Imagine M. Boisclair visiting a medical faculty that used to have a quota system for Jews (McGill comes to mind). He notes, scanning the audience, that a fairly healthy proportion of people in attendance appear to be Jewish. He makes some comment to this effect, perhaps regarding yarmulkes, and is accused of anti-Semitism. Is he guilty of it?

Finally, our intrepid PQ chief is invited to a third campus, where he notes a very high proportion of students in the law faculty are Black. He refers to his delight at seeing so many dark-skinned people in the audience. Racist?

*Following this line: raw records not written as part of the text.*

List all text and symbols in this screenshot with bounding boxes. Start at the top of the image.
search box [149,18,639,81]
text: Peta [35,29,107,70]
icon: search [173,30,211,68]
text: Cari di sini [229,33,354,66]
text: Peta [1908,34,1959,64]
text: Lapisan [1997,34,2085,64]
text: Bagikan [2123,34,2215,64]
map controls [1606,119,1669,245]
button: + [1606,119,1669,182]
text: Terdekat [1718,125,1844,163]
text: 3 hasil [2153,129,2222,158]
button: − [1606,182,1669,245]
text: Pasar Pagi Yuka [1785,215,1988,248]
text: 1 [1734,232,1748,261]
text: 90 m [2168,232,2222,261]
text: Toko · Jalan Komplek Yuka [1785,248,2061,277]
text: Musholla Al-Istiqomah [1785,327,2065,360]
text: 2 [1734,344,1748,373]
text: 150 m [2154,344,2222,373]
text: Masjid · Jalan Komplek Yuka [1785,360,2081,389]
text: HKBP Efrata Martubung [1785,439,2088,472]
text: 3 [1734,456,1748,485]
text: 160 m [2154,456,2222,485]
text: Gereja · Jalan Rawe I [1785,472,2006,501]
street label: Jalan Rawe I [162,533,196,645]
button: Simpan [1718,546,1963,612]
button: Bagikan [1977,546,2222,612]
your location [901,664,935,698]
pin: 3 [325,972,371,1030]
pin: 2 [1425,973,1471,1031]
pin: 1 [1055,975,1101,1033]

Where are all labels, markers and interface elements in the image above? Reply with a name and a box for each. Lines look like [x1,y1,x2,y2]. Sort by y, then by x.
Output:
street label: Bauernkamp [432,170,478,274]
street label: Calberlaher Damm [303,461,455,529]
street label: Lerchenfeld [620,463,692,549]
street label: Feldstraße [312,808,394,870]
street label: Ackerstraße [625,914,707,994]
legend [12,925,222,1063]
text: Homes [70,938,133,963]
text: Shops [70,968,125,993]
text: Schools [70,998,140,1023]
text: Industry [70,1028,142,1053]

I've been checking my own feelings as I have been writing this, and I admit to some discomfort in each of these hypothetical cases. Why? Because, in our own culture (anglophone Canadian), it is impolite to make what my mother used to call "personal remarks." You don't draw attention to people's physical attributes or clothing if doing so is gratuitous. Certainly you don't, as Nancy Reagan once did, refer to "the beautiful white people" in an audience. But even leaving race out of it, you don't talk about "bodacious babes," or "fat people," or whatever physical category has attracted your attention, when you address a public meeting. This has nothing to do with any of the pernicious "isms." It's just, as my father used to say, "not done."

I suggest that it was breaking that rule that has made so many of us shift in our seats. Our discomfort, in other words, may be largely, if not entirely, unrelated to racism.
(I confess that I don't know if such a social rule exists in Québécois culture to the same degree, which may be the nub of the controversy here, given that most of the journalists asking questions about this event were anglophone.)

A University of Toronto sociologist does take the opposite view. George Dei, noting that "all Asians don't look alike," states:

Any time you use a physical attribute to label or describe a people you run the risk of racializing groups. The context in this case is, why does he have to say this to get his meaning across? If he wants to get across the fact that 30 per cent of students were Asian, couldn't he have come out and said it without referring to how they look?

I think he does have a point--group physical descriptors can obviously have that racializing effect--even if he undercuts his point at the same time. Boisclair was not simply referring to "Asians," as we know. He was using a physical characteristic as shorthand for more specific groups. He was not making the implicit assumption that all Asians look alike: but he was settling upon a physical element that the groups to which he was referring have in common.

The unease that we feel about publicly mentioning people's physical characteristics at all may certainly be compounded by the explicit use of physical references by racists. Within that doubly charged context, an entirely innocent remark will almost inevitably receive a colouration that I cannot believe was intended by M. Boisclair, given the rest of the paragraph quoted, in which he actually seeks to dispel a common stereotype about "Asians." So he won't apologize, and other people will demand that he does, and we'll see how all this plays out.

In the meantime, what wide-ranging debates, what expansion of horizons we all miss out on when such inflated controversies are an ever-present possibility. While we are all watching our mouths, not to mention those of others, this sort of thing, and this, find odd corners and niches in which to flourish. Don't you wish--come on now, fellow progressives, admit it--that the whole world would afford us such wild and crazy freedom?